You'd never know that these were human beings whose lives he so blithely stuffs into such bloodless econ-numbnuts babble. In other words, excluding some fat cats' golden parachutes, wages didn't go up, and where the cost of employing the peons rose, it wasn't because they were paid more, but because the lazy slobs slacked off. After squeezing the working man and woman out of a raise, and hiking retail and wholesale costs to consumers, it's still a crapshoot as to whether it will all even out or whether business will come out on top. And he gets paid for this. But let's turn our attention to that perennial favorite, the housing market:
"It appears that a substantial part of the acceleration in turnover reflects the purchase of second homes--either for investment or vacation purposes. Transactions in second homes, of course, are not restrained by the same forces that restrict the purchases or sales of primary residences--an individual can sell without having to move. This suggests that speculative activity may have had a greater role in generating the recent price increases than it has customarily had in the past.

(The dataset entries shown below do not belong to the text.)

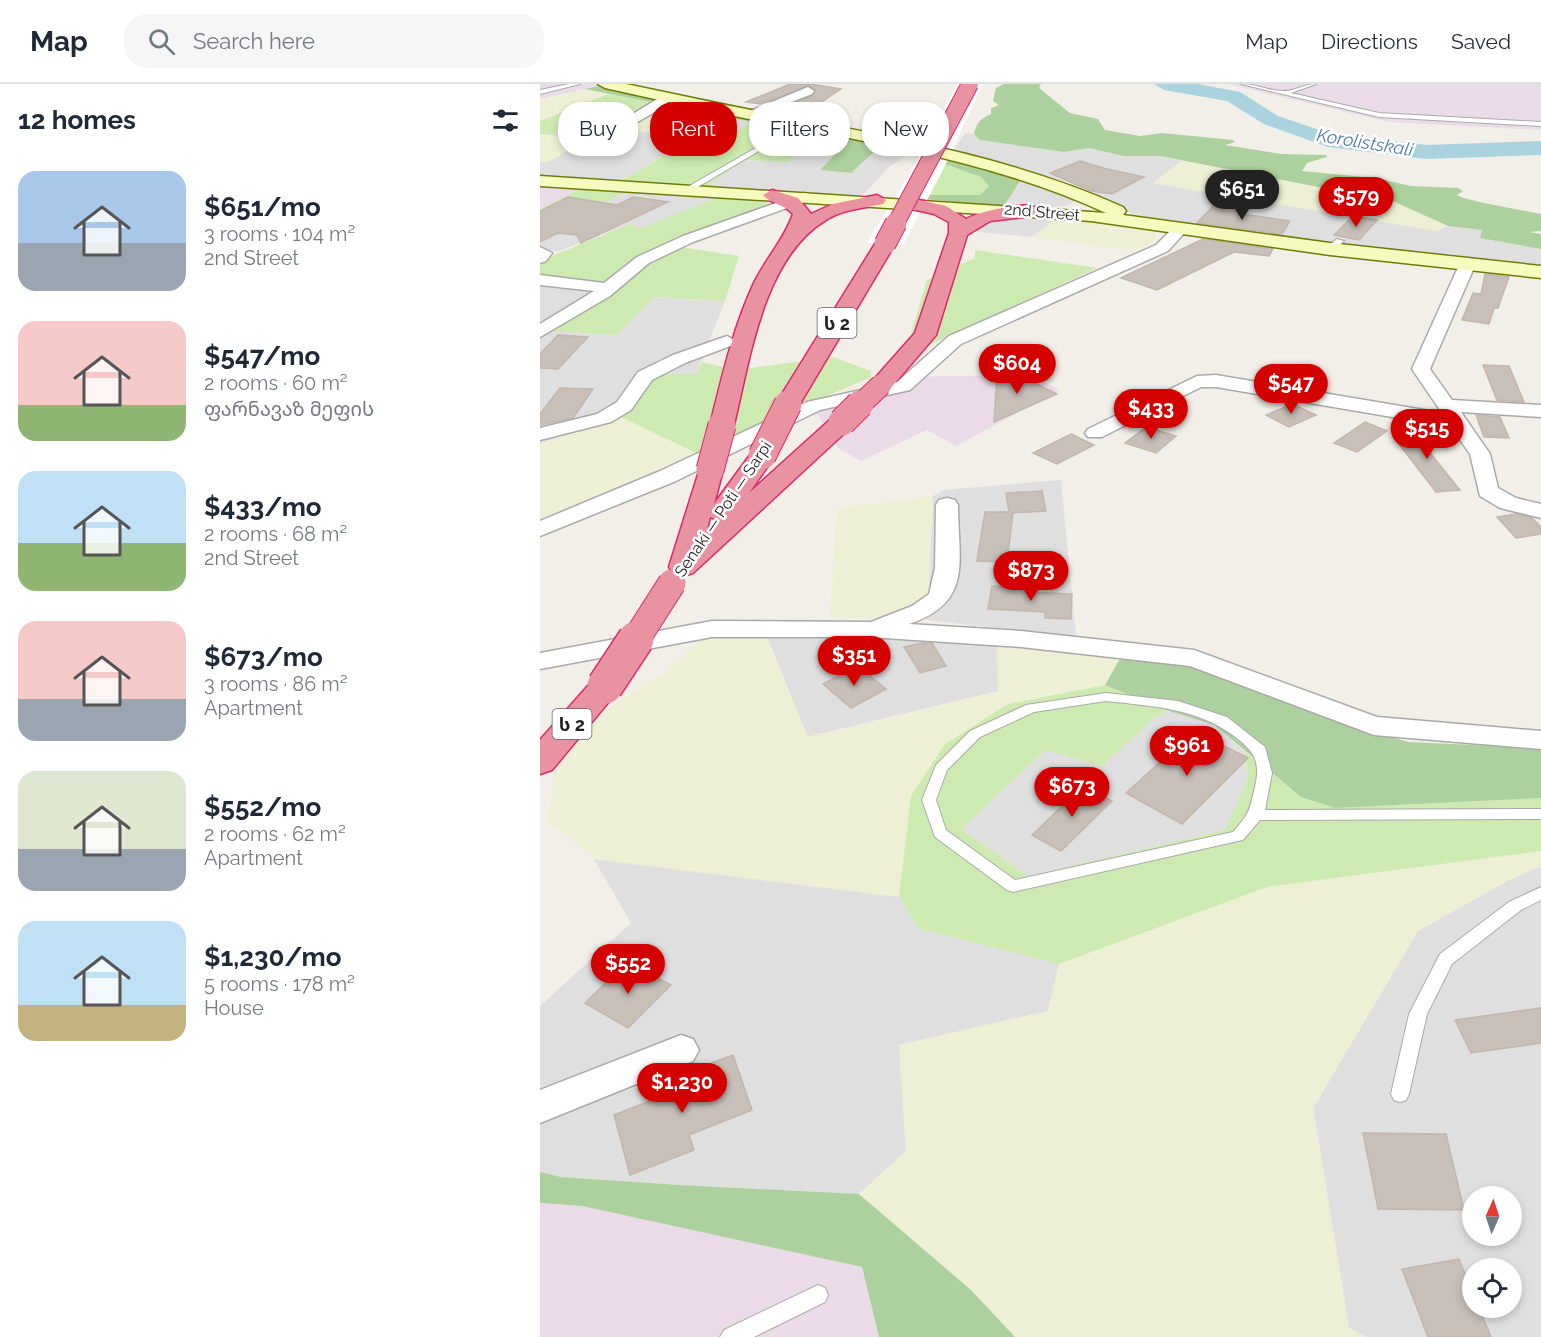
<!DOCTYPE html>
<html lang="en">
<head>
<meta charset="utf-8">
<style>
  :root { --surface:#fff; --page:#f6f6f7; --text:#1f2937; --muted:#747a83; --line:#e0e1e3; --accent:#d40000 }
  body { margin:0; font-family:Raleway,"Noto Sans Georgian",sans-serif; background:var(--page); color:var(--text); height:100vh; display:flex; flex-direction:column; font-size:22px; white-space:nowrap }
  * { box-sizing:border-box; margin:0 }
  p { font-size:20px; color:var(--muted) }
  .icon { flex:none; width:33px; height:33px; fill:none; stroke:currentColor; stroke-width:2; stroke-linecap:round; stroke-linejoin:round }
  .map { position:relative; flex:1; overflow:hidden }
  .sheet { display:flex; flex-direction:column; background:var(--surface); width:540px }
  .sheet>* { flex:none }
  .guide { position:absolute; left:18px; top:18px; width:570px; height:54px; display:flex; gap:12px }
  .needle { width:39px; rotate:3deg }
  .tools { position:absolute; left:922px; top:1102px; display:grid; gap:12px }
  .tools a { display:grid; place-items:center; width:60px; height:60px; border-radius:50%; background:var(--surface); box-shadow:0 3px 9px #0003; font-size:30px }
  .price { position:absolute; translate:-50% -51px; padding:0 14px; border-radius:21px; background:var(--accent); color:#fff; font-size:20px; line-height:39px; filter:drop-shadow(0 2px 3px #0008) }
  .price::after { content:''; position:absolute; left:50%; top:36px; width:18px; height:14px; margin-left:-9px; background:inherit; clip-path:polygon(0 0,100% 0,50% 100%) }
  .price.active { background:#222; color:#fff }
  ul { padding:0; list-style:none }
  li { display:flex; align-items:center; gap:18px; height:150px; padding:0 18px }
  li span { display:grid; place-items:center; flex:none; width:168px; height:120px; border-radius:18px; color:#555 }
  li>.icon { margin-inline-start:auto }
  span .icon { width:72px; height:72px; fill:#fffc; stroke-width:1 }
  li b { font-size:26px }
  h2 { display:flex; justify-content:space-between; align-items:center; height:72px; padding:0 18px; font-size:26px }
  .chip { padding:0 21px; border-radius:24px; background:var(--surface); box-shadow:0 3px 9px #0003; font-size:21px; line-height:54px }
  .chip.active { background:var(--accent); color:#fff }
  header { display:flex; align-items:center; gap:36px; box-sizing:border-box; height:84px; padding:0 30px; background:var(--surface); border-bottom:2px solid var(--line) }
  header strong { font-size:28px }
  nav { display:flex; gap:33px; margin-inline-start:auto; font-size:21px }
  .search { width:420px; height:54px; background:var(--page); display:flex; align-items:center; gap:15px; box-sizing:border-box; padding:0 21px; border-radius:24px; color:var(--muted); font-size:22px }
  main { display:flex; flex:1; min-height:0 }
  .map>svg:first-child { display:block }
</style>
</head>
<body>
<header>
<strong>Map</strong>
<div class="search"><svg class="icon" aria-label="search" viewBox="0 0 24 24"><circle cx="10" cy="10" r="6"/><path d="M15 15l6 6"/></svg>Search here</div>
<nav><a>Map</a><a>Directions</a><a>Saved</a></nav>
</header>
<main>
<section class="sheet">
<h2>12 homes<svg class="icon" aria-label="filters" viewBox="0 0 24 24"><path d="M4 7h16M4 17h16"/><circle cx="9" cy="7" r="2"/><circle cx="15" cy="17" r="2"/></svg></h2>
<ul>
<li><span style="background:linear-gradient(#a9c7e8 60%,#9aa5b1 0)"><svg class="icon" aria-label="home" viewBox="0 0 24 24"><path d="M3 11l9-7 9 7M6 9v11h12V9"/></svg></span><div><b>$651/mo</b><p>3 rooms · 104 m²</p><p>2nd Street</p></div></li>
<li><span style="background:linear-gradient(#f6c9c9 70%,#8fb573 0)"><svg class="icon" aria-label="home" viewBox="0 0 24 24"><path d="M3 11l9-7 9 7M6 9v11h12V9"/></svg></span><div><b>$547/mo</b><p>2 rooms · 60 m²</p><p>ფარნავაზ მეფის</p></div></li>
<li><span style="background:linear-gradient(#bfe0f5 60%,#8fb573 0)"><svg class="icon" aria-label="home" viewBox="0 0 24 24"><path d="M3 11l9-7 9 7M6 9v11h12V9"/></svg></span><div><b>$433/mo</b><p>2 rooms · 68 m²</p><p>2nd Street</p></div></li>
<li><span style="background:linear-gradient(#f6c9c9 65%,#9aa5b1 0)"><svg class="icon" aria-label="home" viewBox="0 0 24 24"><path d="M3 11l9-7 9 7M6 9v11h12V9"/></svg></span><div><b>$673/mo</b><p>3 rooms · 86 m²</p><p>Apartment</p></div></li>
<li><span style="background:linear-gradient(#dfe7d0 65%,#9aa5b1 0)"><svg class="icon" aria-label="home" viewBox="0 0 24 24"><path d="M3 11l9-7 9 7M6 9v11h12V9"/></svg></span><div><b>$552/mo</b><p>2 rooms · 62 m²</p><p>Apartment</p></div></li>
<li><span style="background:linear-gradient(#bfe0f5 70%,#c2b280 0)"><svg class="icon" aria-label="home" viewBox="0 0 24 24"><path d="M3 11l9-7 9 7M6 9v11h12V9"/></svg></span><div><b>$1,230/mo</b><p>5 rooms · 178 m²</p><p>House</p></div></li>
</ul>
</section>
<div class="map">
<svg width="1001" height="1253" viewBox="0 0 1001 1253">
  <rect width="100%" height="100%" fill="#f2efe9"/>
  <!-- residential -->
  <path fill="#e0dfdf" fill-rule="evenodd" d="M49,31l53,5 -16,9 63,8 33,-21 29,6 -32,20 -29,-3 -70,43 -80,-5v-16l8,1 37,-22 -34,-5z
    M425,49l9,1 6,6 84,12 25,-4 35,8h36l22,5 -28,22 282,48 12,-5 34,4 -2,8 61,11v19l-189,-19 -210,-29 -42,-24 -33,-14 -114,-31z
    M284,52l24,5 -27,29 30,3 34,-31 27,5 -4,7 -20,14 -27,29 -154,-10 37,-27 44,2z
    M483,92l52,21 -1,5 -9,4 -22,3 -39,-3z
    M93,104l86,9 -78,32 -11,-5 -71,27 -19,-1v-28l19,5z
    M440,127l78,7 -27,19 -54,-5z
    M0,199l62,7 -62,39z
    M113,213l72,4 -29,73 -59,-1 -16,32 -19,15 -62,24v-107l9,-6 68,4z
    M521,396l15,157 -149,-17 6,-124 11,-6z
    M325,549l132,9 1,49 -191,46 -40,-100z
    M629,627l45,14 30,26 4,27 -22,52 -198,46 -67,-47 84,-80 57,17 51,-47z
    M54,775l305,38 21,32 139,35 -11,47 -149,34 7,106 -47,43 -179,-9 -119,-8 -21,-5v-166l91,-83z
    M1001,782v471h-174l-18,-9 -36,-220 105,-177 91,-51zM933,1113h39v39h-39zM933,1185h39v39h-39z"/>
  <!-- industrial -->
  <path fill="#ebdbe8" d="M0,0h53l6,2 -59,13z
    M688,0h313v46l-152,-8z
    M0,100l46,2 -46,23z
    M504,291l-5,5 21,10 -104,56 -29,-16 -66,31 -23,-13 -22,-36 75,-35z
    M0,1119l42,3 280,61 17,70h-339z"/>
  <!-- farmland -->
  <path fill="#eef0d5" d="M45,5l24,5 -69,27v-22z
    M127,21l55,11 -33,21 -64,-7z
    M0,50l46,6 -38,22 -8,-1z
    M642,77l146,28 47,4 73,33 -12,5 -283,-48z
    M518,134l81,7 16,4 1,6 -2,6 -19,10 -104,-14z
    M77,331l79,38 -156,67v-76z
    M393,412l-6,124 -97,-3 7,-109z
    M166,550l61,3 41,100 190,-45 -1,-50 125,13 -17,30 -97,19 -97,92 -12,101 -305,-38 -47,-38 8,-53 21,-39 91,-58z
    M1001,767v15l-32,14 -91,51 -105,177 36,220 18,9h-352l-44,-47 -112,-96 47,-43 -7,-106 149,-34 11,-47 199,-76z"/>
  <!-- grass -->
  <path fill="#cdebb0" d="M69,10l58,11 -25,15 -53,-5 -38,20 -11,-1v-13z
    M211,38l73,14 -36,26 -44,-2 -37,27 -87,-5 71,-43 28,3z
    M405,80l36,13 8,9 -9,9h-56z
    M46,102l47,2 -74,39 -19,-5v-13z
    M179,113l60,7 -101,36 -80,44 -58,-6v-17l90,-37 11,4z
    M140,163l59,9 -14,45 -71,-4 -37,38 -68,-4 104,-71z
    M435,166l122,18 -181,83 -5,-18 16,-53 48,-22z
    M293,273l38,14v6l-175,76 -79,-38 20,-42 59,1 6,-12 34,8z
    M565,601l64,26 -16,8 -51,47 -57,-16 -84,79 67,47 197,-46 23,-52 -4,-27 57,46 34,11 206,-10v53l-274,36 -208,77 -139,-35 -21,-32 12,-101 34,-52 63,-40z"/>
  <!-- forest -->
  <path fill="#add19e" d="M464,0h37l-2,4 31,25 28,6 7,11 35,6 22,-3 71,7 2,2 -10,3 56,9 45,1 1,2 -20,6 -5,8 73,7 36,8 47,2 5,3 -6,4c4,5 71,16 84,19v17l-12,1 12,2v15l-61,-11 2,-8 -34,-4 -73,-33 -47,-4 -168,-33h-36l-35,-8 -25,4 -84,-12 -6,-6c3,-12 6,-15 17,-20v-6l8,-3 -6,-4 3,-13z
    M59,2l286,56 -34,31 -31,-3 28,-29 -263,-52z
    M410,72l73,20 -19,30 -83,-7 3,-4h56l9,-9 -8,-9 -36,-13z
    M582,571l69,8 122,49 95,30 133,6v50l-206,10 -34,-11 -87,-72 -45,-14 -64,-26z
    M0,1088l21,5 119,8 179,9 112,96 44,47h-136l-17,-70 -280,-61 -42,-3z"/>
  <!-- pier -->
  <path fill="#fff" d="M417,0h26l-41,88 -39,73 -36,-2 45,-73z"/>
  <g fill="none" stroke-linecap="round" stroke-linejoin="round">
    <!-- river -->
    <path fill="#aad3df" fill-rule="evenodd" d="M614,0h44l42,8 38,24 53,18 95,11 115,-4v14l-115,4 -98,-12 -64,-23 -37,-23 -63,-11z"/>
  </g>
  <!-- building -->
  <path fill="#c7bfb8" stroke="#c4b6ab" stroke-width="1.5" d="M250,0h20l31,5 -42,28 -11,-2 1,-6 -7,-1 32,-13 2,-4 -7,-6 -48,19 -15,-2z
    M540,77l23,7 41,9 -32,17 -21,-3 -41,-18z
    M28,113l49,8 16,-8 35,5 -87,41 -4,-8 -19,-2 -18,9v-31z
    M673,122l33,4 -4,4 48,7 -8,13 -85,-11z
    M813,132l24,4 -18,20 -25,-5z
    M663,155l70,10 -4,7 -35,-4 -77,38 -36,-12z
    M945,190l24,3 -11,31h-4l-5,16 -27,-4 11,-27 8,1z
    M18,251l30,2 -30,32 -18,-1v-14z
    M943,281l26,1 15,36 -27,-2z
    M457,292h31v4l29,14 -63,28z
    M20,304l33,1 -20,29 -33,7v-11z
    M752,320l24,11 -27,12 -23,-12z
    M936,331l24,2 9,21 -25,-1z
    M825,338l22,9 -30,21 -23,-9z
    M606,343l30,9 -20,17 -31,-10z
    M877,345l25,9 -15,11 33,41 -24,2 -38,-49z
    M531,350l23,11 -37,19 -24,-11z
    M502,407l4,20 -33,2 -6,49 -30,-1 8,-49h24l-3,-19z
    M976,430l16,4 9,9v7l-25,4 -19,-21z
    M452,502l31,2v4l49,2 -1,25 -26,-1v-6l-57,-3z
    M382,559h10l14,23 -26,7 -16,-26z
    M318,582l28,23 -35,19 -28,-24z
    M654,647l54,27 -66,66 -56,-31z
    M543,702l29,15 -51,50 -29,-16z
    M87,878l44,23 -43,43 -43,-25z
    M1001,924v35l-70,10 -16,-33z
    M193,971l19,55 -63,25 5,15 -64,25 -16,-60 61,-24 -4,-13z
    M823,1049l83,1 18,76 -86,-1z
    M919,1175l14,35v14h6l12,29h-63l-26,-68z"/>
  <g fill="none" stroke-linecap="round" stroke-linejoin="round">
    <defs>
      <path id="lane" d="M29,0h11l-40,10v-4z
        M701,0c15,0 28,7 43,7 10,0 21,-7 32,-7l-25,9 88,20 162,9v4l-162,-9z
        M261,38l2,3 -112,66 -7,-2z
        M797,155l7,2 -11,10h-6v-4z
        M566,609l72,8 49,16 38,30 7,26 -7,37 276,-1v10l-281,1 -17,20 -5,1 -225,51 -6,-2 -72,-53 -13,-37 14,-35 34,-34 56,-26zM566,617c45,5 91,7 128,35 20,15 27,25 21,51 -6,24 -5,26 -22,45l-218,48 -69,-50 -10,-30 11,-30 33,-33 54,-25z
        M1001,803v13l-20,10 -69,54 -25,50 -18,80 -3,6 -6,2 -6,-2 -3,-6 18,-80 31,-60 69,-52z
        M278,1201l7,3 3,7 -3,7 -71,35h-34l4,-7z"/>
      <path id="street" d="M268,3l6,4 -2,3 -59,23 -4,1 -6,-4z
        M127,9l6,4 -11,11 -54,31h-10l-1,-3z
        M264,109l5,1 2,3 -2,3 -116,42 -44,21 -39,33 -70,41v-13l54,-33 -54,-6v-10l64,8 33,-26 46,-21z
        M639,141l8,5 -19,21 -207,93 -51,46 -90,20 -144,71 -136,55v-15l120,-50 147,-69 90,-20 52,-46 207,-91 18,-18z
        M0,163l12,6 -6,8 -6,2z
        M928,174l8,5 -46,106 22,31 89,5v12l-80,-5 29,42 8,34 18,10 25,6v14l-41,-10 -20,-12 -10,-42 -19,-27 -235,-40h-15l-99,50h-14l-3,-4 3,-4 109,-53 19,-1 226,38 -30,-44 48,-106z
        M187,252l9,5 -3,4 -48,18 -33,17 -21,30 -20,12 -71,18v-12l57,-14 20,-12 21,-30 35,-17z
        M407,414l8,2 3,5c0,56 16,97 -49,119l112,7 173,19 183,67 164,14v18l-167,-14 -184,-69 -169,-19 -152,-10h-157l-172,32v-16l172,-32 159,1 41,-16 17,-12 6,-26 1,-63 3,-5z
        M141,951l12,4 6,11 -6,11 -153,62v-33z"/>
      <path id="secondary" d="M58,0h28c52,11 103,22 156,32 117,22 232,42 341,91l3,4 -3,4 207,28 211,23v12l-211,-23 -239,-34 -551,-35v-10l566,37c-104,-48 -215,-67 -326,-88 -59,-11 -117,-24 -175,-37z"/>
      <path id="highway" d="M232,106l26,8 13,16 22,-10 44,-9 9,5 -3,4c-19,4 -40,5 -57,16 -63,38 -76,139 -92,205l-3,5 -9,2 -9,-2 -3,-5c12,-48 23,-97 44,-142 12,-25 30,-43 39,-69 -9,-10 -22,-10 -30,-19z
        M370,114l36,8 20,13c14,-7 65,-21 75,-8l-9,5 -42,5 -23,14 -31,100 -47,55h-16l-4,-5 46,-52 34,-100v-11l-15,-8 -30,-7 -3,-4z
        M345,154l10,6 -94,158 -4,5h-16l-4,-5 98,-158z
        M302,331l9,2 3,5 -3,5 -158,146 -10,3 -10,-3 -4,-6 32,-102 9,-3 9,3 4,5 -9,34 39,-53 9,-3 9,3 4,5 -26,37 84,-76zM170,433l8,3 -11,10z
        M65,592l11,3 5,7 -5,7 -64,77 -12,4v-34l54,-61z"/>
    </defs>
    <!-- lane casing -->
    <use href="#lane" stroke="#a9a9a9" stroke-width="2"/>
    <!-- street casing -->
    <use href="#street" stroke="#a9a9a9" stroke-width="3"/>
    <!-- secondary casing -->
    <use href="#secondary" stroke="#707d05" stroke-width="3"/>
    <!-- highway casing -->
    <use href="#highway" stroke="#dc2a67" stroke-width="3"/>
    <!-- lane -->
    <use href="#lane" fill="#fff" fill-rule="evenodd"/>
    <!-- street -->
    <use href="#street" fill="#fff" fill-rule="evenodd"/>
    <!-- secondary -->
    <use href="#secondary" fill="#f7fabf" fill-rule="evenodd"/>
    <!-- highway -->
    <use href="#highway" fill="#e892a2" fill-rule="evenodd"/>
    <defs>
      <path id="highway-bridge-far3" d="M355,141l75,-141"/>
      <path id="highway-bridge-far2" d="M345,160l11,-21
        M247,322l2,-4
        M319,322l22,-21"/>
      <path id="highway-bridge-far1" d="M302,338l18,-18
        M222,372l26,-52
        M170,386l12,-45
        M95,557l37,-58"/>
      <path id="highway-bridge" d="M65,602l31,-47"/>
    </defs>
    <!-- highway-bridge-far3 casing -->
    <use href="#highway-bridge-far3" stroke="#dc2a67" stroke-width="18" stroke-linecap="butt"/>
    <!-- highway-bridge-far2 casing -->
    <use href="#highway-bridge-far2" stroke="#dc2a67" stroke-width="23" stroke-linecap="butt"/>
    <!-- highway-bridge-far1 casing -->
    <use href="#highway-bridge-far1" stroke="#dc2a67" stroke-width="29" stroke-linecap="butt"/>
    <!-- highway-bridge casing -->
    <use href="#highway-bridge" stroke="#dc2a67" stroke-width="38" stroke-linecap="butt"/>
    <!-- highway-bridge-far3 -->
    <use href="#highway-bridge-far3" stroke="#e892a2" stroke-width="16"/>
    <!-- highway-bridge-far2 -->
    <use href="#highway-bridge-far2" stroke="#e892a2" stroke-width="21"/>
    <!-- highway-bridge-far1 -->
    <use href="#highway-bridge-far1" stroke="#e892a2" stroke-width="27"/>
    <!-- highway-bridge -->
    <use href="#highway-bridge" stroke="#e892a2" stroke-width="35"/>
  </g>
  <g text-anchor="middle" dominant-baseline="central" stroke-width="5" stroke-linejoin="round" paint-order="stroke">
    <!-- far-street labels -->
    <g font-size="16" fill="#222" stroke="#fff">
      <text transform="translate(502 128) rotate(5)">2nd Street</text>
      <text transform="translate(183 425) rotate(-56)">Senaki — Poti — Sarpi</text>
    </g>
    <!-- far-water labels -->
    <g font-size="18" font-style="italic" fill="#4a7aab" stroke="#fff">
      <text transform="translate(825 58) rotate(9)">Korolistskali</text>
    </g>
    <!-- shield labels -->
    <g fill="#fff" stroke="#646464" stroke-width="1.5">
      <rect x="277.5" y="224" width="39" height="30" rx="4.5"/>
      <rect x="12.5" y="625" width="39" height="30" rx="4.5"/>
    </g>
    <g font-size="18" font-weight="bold" fill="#222">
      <text x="297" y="239">ს 2</text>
      <text x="32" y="640">ს 2</text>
    </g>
  </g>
</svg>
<div class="tools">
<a><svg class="needle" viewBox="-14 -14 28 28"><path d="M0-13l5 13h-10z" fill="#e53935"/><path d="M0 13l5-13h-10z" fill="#747a83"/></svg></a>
<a><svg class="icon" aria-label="locate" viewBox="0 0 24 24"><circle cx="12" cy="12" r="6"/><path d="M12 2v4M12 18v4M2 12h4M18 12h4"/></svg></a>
</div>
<b class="price active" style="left:702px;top:137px">$651</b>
<b class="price" style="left:816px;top:144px">$579</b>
<b class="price" style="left:477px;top:311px">$604</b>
<b class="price" style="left:751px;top:331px">$547</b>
<b class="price" style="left:611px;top:356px">$433</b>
<b class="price" style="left:887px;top:376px">$515</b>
<b class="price" style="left:491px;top:518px">$873</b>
<b class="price" style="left:314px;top:603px">$351</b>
<b class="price" style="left:647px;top:693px">$961</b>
<b class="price" style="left:532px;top:734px">$673</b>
<b class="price" style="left:88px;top:911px">$552</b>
<b class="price" style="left:142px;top:1030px">$1,230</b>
<div class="guide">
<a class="chip">Buy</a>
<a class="chip active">Rent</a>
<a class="chip">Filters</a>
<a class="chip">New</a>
</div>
</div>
</main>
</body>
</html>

The apparent froth in housing markets may have spilled over into mortgage markets. The dramatic increase in the prevalence of interest-only loans, as well as the introduction of other relatively exotic forms of adjustable-rate mortgages, are developments of particular concern. To be sure, these financing vehicles have their appropriate uses. But to the extent that some households may be employing these instruments to purchase a home that would otherwise be unaffordable, their use is beginning to add to the pressures in the marketplace."
People are speculating on houses, and artificially raising purchase prices. They can't afford them. Who knows what may happen if they have to sell and can't get back what they invested? Long-term interest rates have stayed low though he keeps raising short-terms. Lawdy, me, whatever could be the matter? He later slips the possiblility of large-scale bankruptcies in there and then glides right past it as if someone broke wind at the luncheon and the only polite thing to do is to pretend you didn't hear it. He ends with this cryptic statement:
"...despite some of the risks that I have highlighted, the U.S. economy seems to be on a reasonably firm footing, and underlying inflation remains contained...Nonetheless, the Committee will respond to changes in economic prospects as needed to fulfill its obligation to maintain price stability."
Yes, I'm so fucking reassured...watching the price of ticky-tacky cheeseboxes spiral sky-high while dime-a-dozen 3rd tier lawyers and marketing managers cream themselves over their latest acquisitions of preening McMansions and Jurassic SUVs. Meanwhile, this dementia victim is still selling the mythology of the Bush economy.

Please, God, send a miracle. Or lacking that, at least someone who isn't nearly brain-dead.